Una primera aproximación al personaje digna de elogio a pesar de su juventud. Su Werther cuenta con un instrumento de singular belleza, perfecta emisión y proyección, en un personaje que le cuadra a la perfección por presencia escénica, un gran trabajo actoral de la mano de Christof Loy y vocal, en el que ha realizado un meritorio esfuerzo por ofrecer un canto dúctil y expresivo a la vez que temperamental como requiere el personaje. Un trabajo que debe todavía profundizar haciendo suyo el papel y mejorando todavía la expresividad y la siempre compleja dicción francesa, pero sin duda se perfila como uno de los referentes mundiales del rol como demostró con la emblemática “Pourquoi me réveiller?”, y como muy bien refrendó con grandes vítores y aplausos, el más bien poco entusiasta público de este estreno liceísta.
La Orquesta Sinfónica del Gran Teatre del Liceu ha presentado una lectura cristalina, llena de detalles pero transmitiendo también el trasfondo dramático de esta romántica historia basada en la obra literaria original de Goethe de 1774, estrenada como ópera en su versión francesa por Massenet en 1884. Una muy meritoria labor del director musical húngaro Henrik Nánási, reconocido por sus refinadas y contrastadas lecturas del repertorio lírico internacional.
El amplio reparto vocal contó con una correcta Charlotte de la mezzosoprano alemana Kristina Stanek que fue a más en los actos finales, ofreciendo un contrastado dramatismo en el aria de las cartas y en la escena final con Werther, pero que previamente resultó algo fría y con poca química con el tenor protagonista.

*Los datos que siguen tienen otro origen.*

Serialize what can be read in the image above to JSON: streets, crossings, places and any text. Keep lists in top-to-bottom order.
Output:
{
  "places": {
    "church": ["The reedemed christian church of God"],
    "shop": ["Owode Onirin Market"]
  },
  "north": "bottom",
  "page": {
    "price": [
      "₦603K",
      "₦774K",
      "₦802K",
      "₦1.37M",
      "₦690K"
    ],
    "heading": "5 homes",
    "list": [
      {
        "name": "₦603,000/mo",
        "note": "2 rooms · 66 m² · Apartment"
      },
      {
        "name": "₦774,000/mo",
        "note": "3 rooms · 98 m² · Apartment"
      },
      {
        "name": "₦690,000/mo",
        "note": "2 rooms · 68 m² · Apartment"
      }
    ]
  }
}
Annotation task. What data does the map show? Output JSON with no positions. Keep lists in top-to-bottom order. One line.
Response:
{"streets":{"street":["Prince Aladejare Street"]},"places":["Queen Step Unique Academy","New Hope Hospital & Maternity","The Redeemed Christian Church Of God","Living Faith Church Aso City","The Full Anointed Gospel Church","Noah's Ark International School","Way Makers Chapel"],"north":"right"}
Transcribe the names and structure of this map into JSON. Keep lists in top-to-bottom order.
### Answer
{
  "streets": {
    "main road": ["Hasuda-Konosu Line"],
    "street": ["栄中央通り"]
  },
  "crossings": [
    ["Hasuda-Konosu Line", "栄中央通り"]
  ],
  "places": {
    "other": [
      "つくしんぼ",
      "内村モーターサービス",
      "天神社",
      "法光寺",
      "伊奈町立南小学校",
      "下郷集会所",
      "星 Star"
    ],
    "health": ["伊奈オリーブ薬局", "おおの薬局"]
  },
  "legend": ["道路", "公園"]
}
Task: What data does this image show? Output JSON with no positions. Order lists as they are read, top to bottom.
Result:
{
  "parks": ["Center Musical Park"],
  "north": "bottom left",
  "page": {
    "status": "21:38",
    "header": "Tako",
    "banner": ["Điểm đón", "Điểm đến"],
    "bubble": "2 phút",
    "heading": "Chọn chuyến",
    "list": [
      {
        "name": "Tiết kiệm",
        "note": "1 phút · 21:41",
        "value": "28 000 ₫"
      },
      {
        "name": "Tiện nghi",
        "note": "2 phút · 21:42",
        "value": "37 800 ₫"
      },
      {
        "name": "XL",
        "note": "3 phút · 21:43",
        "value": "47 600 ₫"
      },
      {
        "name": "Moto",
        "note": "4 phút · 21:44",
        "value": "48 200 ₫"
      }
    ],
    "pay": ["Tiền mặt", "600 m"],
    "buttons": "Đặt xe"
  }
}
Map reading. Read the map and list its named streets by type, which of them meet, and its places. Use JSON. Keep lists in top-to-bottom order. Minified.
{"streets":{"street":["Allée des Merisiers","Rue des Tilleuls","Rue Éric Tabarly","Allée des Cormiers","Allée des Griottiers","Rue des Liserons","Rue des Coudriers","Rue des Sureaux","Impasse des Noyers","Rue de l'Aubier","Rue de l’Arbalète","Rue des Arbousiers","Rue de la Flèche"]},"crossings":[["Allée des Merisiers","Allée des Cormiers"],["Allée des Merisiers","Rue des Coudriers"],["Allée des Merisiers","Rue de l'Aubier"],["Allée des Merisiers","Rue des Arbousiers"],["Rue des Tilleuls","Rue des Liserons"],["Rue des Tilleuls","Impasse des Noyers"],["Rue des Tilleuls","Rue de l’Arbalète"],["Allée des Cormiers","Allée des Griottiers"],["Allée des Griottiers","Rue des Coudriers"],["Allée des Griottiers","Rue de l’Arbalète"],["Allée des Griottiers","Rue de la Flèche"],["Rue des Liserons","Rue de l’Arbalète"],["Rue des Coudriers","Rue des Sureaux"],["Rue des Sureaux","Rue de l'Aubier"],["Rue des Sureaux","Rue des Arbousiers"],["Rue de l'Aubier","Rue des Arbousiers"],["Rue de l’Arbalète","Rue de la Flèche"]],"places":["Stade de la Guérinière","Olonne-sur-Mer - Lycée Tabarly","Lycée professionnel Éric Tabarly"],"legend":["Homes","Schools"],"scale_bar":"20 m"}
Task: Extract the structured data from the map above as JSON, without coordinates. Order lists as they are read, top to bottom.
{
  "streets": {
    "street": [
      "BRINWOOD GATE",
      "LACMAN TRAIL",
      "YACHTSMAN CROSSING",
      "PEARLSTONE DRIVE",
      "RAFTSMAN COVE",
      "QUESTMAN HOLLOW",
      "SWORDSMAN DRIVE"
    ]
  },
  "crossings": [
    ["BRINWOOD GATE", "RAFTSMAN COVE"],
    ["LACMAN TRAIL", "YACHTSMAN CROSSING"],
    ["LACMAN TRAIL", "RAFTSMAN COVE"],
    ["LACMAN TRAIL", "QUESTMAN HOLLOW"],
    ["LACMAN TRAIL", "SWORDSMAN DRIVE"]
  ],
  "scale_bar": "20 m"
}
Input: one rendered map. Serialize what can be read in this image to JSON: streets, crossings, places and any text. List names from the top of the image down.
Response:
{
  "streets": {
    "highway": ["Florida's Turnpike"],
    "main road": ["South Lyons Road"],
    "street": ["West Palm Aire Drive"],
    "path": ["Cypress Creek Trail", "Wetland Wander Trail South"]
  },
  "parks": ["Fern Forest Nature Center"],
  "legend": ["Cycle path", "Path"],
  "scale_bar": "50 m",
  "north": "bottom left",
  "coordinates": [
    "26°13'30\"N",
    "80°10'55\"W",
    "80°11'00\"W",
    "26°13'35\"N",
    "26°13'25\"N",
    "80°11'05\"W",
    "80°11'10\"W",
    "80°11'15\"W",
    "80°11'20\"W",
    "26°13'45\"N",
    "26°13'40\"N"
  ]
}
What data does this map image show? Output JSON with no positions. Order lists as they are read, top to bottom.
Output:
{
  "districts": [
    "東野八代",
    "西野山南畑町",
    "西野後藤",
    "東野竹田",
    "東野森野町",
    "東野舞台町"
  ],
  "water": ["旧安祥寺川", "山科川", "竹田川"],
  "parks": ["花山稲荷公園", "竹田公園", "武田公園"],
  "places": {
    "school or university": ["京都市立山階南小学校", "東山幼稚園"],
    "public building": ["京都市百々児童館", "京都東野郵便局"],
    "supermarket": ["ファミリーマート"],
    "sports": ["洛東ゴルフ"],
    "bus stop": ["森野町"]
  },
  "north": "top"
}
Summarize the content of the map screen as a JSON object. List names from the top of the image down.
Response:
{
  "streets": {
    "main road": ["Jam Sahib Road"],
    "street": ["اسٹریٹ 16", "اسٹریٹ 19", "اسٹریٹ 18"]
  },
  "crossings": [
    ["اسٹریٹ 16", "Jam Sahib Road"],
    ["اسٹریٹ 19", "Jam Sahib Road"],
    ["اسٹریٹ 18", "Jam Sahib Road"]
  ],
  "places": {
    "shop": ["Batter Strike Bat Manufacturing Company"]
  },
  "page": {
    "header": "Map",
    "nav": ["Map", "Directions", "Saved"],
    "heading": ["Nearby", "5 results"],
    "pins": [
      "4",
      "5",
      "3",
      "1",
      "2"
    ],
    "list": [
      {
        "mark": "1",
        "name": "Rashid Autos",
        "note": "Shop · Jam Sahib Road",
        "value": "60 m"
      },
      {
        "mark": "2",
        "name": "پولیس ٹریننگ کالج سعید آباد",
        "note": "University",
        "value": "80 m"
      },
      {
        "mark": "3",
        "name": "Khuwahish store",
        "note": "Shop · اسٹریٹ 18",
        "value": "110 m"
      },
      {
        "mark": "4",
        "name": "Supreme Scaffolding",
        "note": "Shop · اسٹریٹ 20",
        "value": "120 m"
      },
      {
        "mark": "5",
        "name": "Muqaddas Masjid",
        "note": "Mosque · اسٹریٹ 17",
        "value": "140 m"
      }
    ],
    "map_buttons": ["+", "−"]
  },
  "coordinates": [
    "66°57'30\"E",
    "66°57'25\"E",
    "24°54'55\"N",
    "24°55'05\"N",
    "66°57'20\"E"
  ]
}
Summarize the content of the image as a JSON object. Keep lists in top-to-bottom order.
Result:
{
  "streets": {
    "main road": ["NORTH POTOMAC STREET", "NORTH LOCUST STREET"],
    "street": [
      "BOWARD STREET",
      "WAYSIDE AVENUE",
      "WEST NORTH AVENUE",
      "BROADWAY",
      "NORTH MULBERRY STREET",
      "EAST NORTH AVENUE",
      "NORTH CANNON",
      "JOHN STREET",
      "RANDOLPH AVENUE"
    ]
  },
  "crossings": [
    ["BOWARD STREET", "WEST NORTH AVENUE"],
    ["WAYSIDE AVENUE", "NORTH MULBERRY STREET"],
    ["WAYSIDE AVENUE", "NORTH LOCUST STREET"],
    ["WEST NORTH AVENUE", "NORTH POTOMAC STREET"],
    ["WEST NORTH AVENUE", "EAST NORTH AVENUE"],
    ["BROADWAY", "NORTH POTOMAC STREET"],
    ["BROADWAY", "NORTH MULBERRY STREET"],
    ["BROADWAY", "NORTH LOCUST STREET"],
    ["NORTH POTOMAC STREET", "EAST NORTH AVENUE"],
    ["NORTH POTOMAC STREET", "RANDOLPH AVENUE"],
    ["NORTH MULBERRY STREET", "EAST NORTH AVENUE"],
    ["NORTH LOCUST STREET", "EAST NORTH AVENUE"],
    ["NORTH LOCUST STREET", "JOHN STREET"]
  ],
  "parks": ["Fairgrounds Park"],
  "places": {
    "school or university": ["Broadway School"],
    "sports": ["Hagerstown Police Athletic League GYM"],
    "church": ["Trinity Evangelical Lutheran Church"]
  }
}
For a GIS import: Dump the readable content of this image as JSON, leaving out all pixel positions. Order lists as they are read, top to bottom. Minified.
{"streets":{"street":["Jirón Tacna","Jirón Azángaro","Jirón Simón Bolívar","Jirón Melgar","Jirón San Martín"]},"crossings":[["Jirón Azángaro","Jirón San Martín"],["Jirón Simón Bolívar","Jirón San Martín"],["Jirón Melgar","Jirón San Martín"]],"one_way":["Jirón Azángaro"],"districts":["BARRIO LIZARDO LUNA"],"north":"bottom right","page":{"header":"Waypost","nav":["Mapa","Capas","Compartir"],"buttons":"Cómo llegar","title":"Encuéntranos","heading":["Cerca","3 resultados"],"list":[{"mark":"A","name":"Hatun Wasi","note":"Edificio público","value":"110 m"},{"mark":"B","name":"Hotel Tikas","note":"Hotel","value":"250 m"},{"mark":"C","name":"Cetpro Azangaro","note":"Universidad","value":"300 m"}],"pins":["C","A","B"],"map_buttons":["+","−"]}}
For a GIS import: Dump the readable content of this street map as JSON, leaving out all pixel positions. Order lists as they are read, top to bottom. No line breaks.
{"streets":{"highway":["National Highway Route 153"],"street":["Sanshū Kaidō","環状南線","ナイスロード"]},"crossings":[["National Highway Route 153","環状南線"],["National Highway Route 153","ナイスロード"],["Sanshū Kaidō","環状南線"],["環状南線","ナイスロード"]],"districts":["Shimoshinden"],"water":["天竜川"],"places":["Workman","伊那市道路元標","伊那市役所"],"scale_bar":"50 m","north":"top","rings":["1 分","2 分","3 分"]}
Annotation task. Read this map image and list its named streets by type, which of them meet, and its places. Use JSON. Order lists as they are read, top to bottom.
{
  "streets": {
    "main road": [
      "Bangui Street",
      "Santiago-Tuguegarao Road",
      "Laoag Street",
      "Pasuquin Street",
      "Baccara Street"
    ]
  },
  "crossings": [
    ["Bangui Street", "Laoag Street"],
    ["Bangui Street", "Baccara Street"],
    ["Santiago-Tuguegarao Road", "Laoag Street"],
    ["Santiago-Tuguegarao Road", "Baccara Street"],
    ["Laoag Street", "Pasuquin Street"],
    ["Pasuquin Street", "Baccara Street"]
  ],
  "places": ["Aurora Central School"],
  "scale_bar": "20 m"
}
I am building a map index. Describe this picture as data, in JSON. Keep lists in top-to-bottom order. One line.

Sorprendió por su interpretación vocal y excelente caracterización, de gran estilo, la soprano navarra Sofía Esparza como Sophie, en esta producción como enamorada del protagonista, junto a un equilibrado elenco local especialmente adecuado a cada personaje. El siempre carismático y elegante bajo Stefano Palatchi (Alcalde), la cohesionada y vital pareja formada por el tenor Josep Fadó (Schmidt) y el barítono Enric Martínez-Castignani Johann), quien participó también con notable éxito en el estreno de la producción en la Scala de Milán y el algo falto de profundidad en la presentación del personaje del marido de la protagonista, del joven barítono David Oller. Adecuados el resto de jóvenes en los pequeños roles como Cristòfol Romaguera (Bruhlmann) y Marta Esteban (Kathchen), junto a los diversos miembros del Coro Vivaldi como el resto de hermanos de la protagonista y como parte del coro juvenil navideño.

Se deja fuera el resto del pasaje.